*** Opening of Source material ***
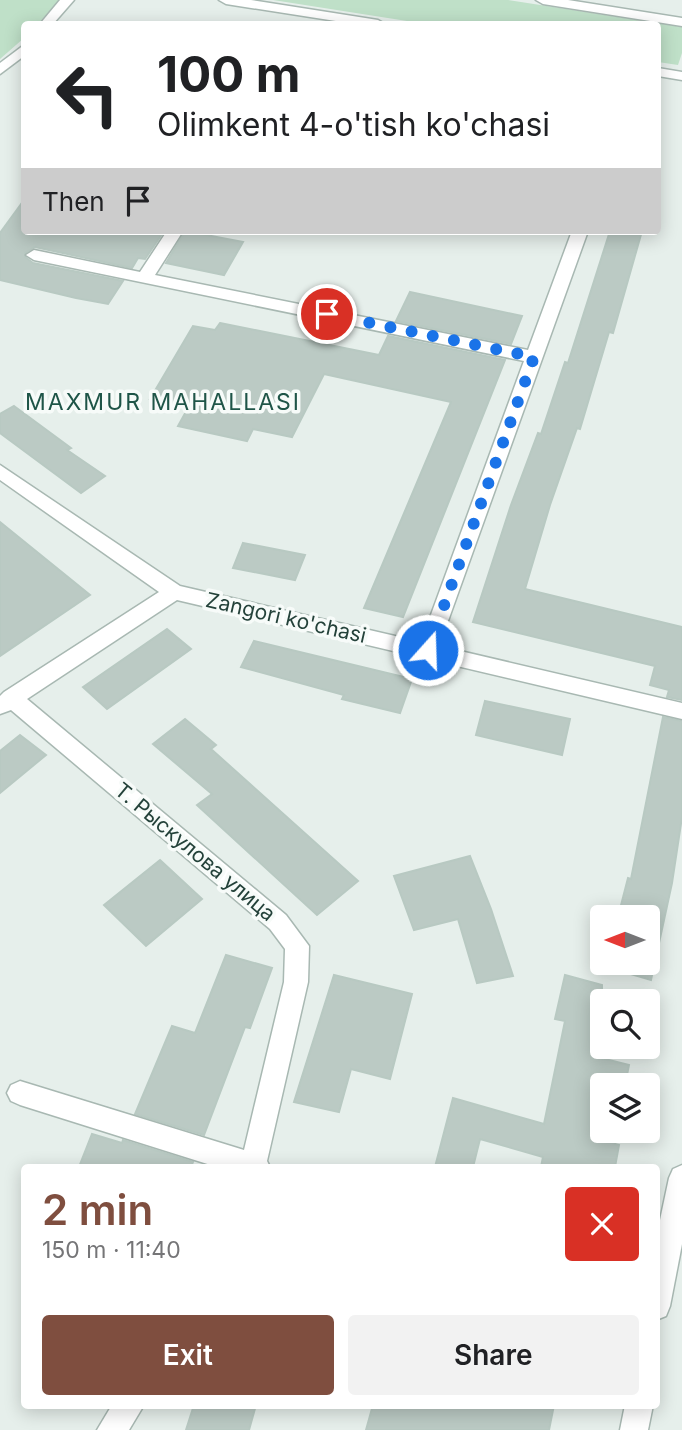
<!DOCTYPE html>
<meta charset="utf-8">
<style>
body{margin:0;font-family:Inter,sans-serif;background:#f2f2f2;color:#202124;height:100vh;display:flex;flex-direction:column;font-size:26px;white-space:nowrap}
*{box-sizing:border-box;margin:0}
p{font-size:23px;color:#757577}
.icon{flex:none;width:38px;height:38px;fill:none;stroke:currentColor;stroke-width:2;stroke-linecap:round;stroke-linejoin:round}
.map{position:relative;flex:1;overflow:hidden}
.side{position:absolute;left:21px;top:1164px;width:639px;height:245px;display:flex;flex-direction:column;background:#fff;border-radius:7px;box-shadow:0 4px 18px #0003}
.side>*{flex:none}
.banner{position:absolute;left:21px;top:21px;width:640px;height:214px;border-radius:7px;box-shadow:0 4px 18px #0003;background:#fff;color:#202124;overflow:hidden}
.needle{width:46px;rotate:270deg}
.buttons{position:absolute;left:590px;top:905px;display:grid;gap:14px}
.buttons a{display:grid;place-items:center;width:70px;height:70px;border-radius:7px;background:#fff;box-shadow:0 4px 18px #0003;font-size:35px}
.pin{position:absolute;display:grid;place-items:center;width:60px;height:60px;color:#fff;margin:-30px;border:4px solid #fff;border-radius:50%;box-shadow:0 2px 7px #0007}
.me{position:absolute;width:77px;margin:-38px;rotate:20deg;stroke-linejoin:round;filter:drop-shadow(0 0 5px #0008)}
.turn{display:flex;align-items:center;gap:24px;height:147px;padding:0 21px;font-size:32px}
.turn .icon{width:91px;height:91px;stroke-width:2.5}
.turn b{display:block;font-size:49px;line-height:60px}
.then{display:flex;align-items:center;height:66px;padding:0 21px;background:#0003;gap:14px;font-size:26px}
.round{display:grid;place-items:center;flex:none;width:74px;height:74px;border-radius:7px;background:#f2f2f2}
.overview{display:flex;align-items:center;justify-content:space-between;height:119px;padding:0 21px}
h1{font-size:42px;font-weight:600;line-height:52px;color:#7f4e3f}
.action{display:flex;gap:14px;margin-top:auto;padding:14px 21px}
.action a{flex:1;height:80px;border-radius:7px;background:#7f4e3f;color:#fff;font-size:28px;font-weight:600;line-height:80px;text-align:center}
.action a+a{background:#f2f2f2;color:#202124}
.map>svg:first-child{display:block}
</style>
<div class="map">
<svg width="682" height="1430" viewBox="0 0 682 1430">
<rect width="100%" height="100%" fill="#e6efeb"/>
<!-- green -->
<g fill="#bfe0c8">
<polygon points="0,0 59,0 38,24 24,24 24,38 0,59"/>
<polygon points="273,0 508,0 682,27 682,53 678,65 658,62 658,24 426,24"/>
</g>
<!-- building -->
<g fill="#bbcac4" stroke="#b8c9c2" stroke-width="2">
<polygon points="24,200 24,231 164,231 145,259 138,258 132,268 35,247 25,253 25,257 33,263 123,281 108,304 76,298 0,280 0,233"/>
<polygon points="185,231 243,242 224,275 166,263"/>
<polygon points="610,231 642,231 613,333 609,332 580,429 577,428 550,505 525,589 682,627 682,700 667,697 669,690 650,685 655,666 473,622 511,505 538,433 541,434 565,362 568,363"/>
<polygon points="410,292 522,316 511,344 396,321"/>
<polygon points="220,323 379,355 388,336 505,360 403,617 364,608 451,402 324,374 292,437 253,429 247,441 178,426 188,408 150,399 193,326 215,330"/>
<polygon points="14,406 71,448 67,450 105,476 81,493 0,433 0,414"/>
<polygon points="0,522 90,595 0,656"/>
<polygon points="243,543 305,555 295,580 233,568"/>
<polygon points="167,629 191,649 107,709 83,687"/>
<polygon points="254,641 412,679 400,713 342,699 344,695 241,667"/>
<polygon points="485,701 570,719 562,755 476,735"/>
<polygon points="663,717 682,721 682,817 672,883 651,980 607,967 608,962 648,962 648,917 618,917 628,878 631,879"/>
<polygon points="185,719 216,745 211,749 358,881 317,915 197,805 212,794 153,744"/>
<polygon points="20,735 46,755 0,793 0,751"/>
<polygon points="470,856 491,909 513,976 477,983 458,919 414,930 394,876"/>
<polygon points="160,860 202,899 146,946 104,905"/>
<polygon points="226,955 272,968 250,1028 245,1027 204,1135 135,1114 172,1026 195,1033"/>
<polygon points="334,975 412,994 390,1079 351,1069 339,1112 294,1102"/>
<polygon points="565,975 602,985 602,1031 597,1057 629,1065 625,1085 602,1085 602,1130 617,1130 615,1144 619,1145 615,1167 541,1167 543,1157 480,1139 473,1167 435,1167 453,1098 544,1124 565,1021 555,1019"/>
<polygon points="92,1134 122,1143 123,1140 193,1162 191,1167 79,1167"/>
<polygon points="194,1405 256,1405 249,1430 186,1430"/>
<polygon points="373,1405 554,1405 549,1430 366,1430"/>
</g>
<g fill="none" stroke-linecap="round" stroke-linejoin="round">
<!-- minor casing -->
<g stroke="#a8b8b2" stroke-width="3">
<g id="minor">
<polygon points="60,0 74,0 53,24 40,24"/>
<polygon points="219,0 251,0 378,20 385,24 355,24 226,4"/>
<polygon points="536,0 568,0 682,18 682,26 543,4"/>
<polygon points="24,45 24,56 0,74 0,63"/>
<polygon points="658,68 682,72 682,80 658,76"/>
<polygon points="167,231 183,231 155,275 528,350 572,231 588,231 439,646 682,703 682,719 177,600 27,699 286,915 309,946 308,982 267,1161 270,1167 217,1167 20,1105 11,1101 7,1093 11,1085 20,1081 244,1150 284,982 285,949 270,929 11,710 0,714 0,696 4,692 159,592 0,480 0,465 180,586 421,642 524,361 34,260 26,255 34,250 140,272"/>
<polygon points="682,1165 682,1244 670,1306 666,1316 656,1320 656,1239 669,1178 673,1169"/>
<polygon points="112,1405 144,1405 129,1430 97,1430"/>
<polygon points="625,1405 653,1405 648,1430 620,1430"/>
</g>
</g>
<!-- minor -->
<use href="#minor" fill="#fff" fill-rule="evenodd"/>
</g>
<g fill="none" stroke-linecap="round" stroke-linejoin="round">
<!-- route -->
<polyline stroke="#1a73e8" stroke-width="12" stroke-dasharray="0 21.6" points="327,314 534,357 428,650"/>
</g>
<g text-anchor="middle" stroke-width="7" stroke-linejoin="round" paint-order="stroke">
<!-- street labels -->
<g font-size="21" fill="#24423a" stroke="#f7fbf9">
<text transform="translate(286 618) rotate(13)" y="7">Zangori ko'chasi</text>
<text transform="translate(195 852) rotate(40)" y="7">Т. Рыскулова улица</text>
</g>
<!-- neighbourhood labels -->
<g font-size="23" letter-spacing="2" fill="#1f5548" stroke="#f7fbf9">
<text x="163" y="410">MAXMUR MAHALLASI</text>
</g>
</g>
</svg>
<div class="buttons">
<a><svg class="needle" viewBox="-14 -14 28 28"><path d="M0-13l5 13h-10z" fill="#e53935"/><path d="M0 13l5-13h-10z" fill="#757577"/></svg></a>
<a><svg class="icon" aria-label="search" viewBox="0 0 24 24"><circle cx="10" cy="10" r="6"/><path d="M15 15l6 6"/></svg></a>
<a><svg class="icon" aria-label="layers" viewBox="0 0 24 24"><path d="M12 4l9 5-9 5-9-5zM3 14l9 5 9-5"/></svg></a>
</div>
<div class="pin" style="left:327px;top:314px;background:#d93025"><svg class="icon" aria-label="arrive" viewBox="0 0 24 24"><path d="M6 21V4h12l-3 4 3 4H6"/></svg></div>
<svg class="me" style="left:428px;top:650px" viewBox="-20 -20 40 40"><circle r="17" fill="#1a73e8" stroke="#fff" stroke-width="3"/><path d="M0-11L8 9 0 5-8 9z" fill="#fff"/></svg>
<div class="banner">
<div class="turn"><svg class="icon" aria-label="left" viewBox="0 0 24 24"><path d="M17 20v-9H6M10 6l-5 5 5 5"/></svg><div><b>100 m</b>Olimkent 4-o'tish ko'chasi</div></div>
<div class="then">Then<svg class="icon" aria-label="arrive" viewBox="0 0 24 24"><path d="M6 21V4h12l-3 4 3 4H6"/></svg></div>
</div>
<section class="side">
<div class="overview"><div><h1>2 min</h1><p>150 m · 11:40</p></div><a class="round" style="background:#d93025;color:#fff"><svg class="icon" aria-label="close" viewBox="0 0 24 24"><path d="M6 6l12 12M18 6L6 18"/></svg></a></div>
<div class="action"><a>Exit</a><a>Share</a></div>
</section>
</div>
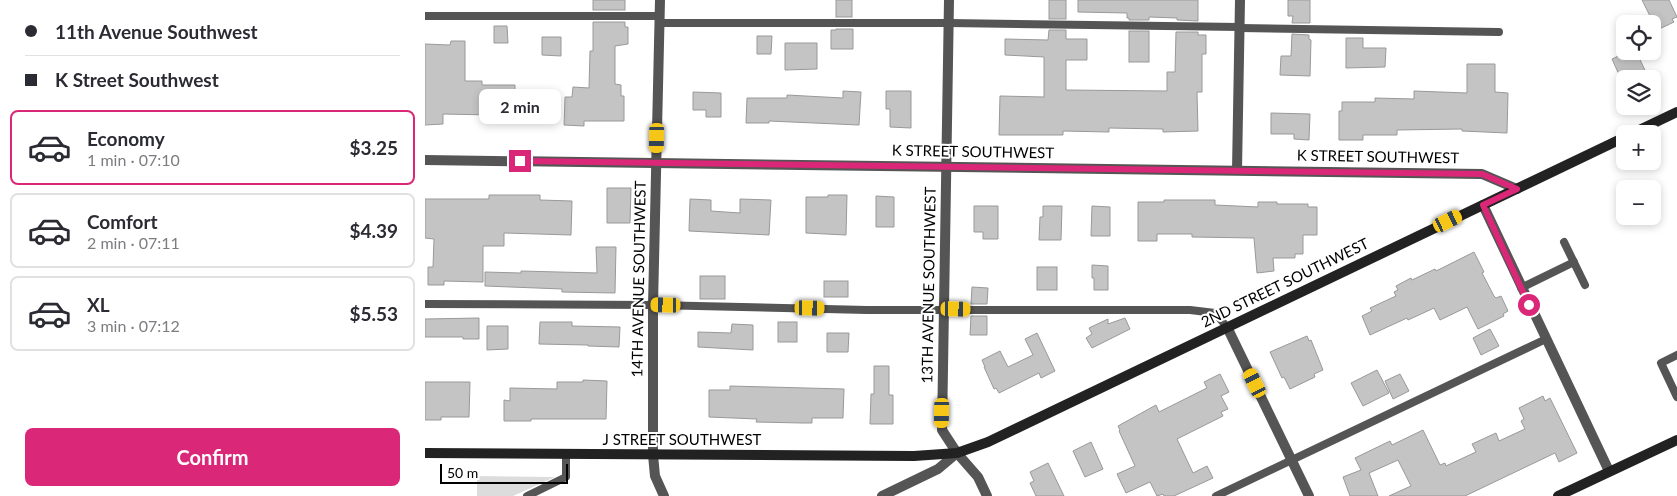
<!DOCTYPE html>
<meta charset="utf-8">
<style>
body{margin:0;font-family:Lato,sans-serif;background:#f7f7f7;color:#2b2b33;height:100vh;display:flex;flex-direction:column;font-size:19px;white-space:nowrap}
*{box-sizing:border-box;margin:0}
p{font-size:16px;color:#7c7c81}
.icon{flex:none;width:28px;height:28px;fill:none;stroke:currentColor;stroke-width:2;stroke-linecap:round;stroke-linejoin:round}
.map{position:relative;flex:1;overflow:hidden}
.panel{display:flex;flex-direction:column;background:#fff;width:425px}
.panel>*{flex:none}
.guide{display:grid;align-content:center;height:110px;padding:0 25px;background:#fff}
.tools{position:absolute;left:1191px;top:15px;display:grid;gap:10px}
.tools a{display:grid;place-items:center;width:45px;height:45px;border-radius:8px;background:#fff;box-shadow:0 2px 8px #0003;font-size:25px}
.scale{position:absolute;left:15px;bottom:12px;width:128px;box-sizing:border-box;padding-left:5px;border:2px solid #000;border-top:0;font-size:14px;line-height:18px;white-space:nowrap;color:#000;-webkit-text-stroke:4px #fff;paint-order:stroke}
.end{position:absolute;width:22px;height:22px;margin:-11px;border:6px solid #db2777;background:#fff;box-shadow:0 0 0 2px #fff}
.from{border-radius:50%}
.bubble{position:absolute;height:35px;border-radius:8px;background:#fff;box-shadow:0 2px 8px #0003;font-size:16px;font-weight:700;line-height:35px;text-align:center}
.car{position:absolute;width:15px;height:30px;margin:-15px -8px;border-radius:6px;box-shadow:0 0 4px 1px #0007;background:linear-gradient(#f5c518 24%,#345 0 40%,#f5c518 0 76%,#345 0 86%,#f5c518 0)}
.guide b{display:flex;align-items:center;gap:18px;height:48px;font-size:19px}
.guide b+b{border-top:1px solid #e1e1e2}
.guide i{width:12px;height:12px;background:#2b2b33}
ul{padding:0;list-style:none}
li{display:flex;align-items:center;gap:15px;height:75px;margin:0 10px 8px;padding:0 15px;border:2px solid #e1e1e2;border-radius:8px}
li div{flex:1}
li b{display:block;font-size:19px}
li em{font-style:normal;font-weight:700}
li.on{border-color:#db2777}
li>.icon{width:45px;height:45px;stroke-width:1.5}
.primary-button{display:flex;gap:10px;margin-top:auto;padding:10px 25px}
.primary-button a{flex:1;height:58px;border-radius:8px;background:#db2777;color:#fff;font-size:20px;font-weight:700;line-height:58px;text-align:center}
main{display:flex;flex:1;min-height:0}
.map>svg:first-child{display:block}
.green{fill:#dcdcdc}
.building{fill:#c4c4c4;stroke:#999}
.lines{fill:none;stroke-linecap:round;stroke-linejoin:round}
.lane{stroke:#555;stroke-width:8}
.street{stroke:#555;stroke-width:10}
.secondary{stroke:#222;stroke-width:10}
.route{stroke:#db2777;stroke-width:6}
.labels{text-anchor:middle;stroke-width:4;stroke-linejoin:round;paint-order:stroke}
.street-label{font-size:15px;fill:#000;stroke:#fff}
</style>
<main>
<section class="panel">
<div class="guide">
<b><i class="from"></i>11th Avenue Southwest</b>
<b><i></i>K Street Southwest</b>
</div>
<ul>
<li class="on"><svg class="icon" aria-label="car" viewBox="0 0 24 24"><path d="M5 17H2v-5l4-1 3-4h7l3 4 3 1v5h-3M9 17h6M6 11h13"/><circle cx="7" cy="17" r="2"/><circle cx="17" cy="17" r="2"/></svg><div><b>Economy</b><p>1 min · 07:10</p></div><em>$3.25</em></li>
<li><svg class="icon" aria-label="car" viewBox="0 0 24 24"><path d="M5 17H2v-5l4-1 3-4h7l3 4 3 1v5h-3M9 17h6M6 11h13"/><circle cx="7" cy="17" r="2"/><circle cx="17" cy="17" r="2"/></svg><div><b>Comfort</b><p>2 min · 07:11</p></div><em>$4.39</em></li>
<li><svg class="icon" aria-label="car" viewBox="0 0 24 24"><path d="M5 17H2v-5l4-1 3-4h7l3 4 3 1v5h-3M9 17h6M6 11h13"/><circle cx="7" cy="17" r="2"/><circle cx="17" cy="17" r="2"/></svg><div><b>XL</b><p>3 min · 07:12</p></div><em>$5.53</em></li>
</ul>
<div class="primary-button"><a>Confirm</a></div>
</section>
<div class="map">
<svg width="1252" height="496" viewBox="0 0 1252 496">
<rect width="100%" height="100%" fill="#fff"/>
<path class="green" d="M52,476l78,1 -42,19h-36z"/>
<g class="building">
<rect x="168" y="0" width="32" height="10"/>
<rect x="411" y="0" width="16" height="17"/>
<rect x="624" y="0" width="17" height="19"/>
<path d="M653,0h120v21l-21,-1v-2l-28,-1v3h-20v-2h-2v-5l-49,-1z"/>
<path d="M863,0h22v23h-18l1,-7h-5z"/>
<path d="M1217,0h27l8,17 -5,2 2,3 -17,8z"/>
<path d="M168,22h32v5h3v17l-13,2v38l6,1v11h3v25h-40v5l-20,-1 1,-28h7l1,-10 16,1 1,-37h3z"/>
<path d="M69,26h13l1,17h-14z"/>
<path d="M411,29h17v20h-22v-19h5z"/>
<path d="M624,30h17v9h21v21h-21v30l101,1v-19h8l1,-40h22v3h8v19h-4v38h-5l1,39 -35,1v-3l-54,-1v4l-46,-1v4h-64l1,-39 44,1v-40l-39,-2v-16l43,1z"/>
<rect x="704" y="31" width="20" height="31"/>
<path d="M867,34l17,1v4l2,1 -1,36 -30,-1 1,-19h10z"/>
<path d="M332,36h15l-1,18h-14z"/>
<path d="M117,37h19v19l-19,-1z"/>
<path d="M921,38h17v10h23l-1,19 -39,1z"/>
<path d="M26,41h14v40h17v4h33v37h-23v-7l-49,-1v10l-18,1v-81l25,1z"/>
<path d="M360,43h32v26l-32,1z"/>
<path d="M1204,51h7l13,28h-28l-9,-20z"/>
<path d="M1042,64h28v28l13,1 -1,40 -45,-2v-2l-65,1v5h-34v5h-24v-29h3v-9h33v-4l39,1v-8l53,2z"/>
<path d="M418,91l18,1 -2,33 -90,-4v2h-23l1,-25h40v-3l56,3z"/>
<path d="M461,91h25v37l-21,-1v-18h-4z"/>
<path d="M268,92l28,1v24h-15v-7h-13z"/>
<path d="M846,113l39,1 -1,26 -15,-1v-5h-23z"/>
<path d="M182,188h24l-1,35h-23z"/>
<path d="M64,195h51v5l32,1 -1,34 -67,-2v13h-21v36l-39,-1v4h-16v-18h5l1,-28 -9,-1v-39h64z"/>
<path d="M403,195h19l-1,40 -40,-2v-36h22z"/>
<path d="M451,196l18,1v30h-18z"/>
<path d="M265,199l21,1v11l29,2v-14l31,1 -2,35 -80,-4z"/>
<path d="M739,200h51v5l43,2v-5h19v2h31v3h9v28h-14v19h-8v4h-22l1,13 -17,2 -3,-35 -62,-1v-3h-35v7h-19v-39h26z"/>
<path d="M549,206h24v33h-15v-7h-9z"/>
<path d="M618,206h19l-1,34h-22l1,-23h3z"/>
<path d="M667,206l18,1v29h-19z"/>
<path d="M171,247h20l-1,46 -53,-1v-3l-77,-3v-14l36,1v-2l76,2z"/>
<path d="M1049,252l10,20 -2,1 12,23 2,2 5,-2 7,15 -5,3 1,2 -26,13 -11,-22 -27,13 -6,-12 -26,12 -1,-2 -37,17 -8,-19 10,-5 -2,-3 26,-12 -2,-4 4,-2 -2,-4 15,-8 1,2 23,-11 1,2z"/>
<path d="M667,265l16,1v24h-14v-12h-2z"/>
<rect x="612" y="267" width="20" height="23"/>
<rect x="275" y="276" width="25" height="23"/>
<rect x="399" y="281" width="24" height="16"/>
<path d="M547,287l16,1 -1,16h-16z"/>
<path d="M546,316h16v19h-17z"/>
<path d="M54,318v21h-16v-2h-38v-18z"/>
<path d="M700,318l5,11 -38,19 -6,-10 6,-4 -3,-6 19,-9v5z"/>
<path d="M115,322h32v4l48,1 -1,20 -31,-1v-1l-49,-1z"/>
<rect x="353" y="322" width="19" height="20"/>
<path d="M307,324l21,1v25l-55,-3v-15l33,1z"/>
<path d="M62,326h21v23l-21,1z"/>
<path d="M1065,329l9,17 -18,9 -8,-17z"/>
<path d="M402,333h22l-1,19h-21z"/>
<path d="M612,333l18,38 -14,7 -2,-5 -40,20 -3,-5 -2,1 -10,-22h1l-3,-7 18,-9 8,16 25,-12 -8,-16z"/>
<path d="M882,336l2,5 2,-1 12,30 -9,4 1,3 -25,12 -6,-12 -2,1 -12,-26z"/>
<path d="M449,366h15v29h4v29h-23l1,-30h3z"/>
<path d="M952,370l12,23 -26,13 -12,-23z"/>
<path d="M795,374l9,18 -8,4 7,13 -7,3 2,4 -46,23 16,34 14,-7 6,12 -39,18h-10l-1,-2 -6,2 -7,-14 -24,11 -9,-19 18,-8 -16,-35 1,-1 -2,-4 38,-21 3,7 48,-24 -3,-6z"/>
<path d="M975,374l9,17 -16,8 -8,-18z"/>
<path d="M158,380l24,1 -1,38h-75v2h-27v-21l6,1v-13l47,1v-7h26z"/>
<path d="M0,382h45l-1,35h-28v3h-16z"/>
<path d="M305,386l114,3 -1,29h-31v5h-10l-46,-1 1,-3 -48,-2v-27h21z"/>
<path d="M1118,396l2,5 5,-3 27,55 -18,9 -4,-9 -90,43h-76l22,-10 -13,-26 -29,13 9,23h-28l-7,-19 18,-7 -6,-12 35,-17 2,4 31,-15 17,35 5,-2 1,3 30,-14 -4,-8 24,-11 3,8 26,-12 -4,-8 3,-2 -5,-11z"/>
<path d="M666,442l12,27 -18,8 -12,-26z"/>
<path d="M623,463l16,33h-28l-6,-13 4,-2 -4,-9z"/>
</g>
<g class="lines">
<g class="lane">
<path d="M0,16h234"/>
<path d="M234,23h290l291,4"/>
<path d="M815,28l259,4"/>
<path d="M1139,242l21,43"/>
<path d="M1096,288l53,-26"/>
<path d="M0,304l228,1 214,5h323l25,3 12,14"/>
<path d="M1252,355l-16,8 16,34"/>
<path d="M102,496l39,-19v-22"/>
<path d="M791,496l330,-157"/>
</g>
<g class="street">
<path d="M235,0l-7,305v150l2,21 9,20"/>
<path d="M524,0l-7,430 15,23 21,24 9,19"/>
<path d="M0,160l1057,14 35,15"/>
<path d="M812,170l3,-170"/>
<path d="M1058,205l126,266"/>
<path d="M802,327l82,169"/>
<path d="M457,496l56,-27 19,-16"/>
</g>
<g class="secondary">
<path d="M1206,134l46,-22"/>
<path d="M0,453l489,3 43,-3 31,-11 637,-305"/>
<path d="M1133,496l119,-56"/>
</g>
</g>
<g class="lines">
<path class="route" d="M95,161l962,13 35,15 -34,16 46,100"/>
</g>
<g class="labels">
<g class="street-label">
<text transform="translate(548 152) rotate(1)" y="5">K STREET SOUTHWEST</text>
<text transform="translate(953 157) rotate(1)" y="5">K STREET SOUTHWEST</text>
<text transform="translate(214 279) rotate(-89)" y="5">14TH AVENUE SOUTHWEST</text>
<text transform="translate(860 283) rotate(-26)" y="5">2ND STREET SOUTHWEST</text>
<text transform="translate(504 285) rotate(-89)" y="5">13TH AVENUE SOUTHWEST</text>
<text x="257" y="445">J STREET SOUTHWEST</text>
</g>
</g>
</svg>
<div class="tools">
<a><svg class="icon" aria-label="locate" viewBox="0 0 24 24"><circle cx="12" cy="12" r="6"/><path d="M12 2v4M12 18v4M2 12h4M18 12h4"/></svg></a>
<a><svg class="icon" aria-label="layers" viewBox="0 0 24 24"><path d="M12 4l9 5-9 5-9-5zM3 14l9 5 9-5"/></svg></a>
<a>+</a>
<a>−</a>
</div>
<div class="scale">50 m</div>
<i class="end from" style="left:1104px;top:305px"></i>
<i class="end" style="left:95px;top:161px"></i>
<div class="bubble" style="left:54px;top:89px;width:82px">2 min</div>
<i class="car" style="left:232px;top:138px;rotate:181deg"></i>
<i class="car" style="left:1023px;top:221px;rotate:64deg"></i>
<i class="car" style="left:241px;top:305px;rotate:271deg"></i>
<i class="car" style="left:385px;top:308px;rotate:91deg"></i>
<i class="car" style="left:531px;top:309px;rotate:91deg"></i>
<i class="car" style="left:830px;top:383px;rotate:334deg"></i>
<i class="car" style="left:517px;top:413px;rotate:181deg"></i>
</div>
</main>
*** Close of Source material ***
• _Exercise goal_: Lines with "buttons" in them are what the answer must contain; copy each from the records above.

• _Answer for this exercise_:
.buttons{position:absolute;left:590px;top:905px;display:grid;gap:14px}
.buttons a{display:grid;place-items:center;width:70px;height:70px;border-radius:7px;background:#fff;box-shadow:0 4px 18px #0003;font-size:35px}
<div class="buttons">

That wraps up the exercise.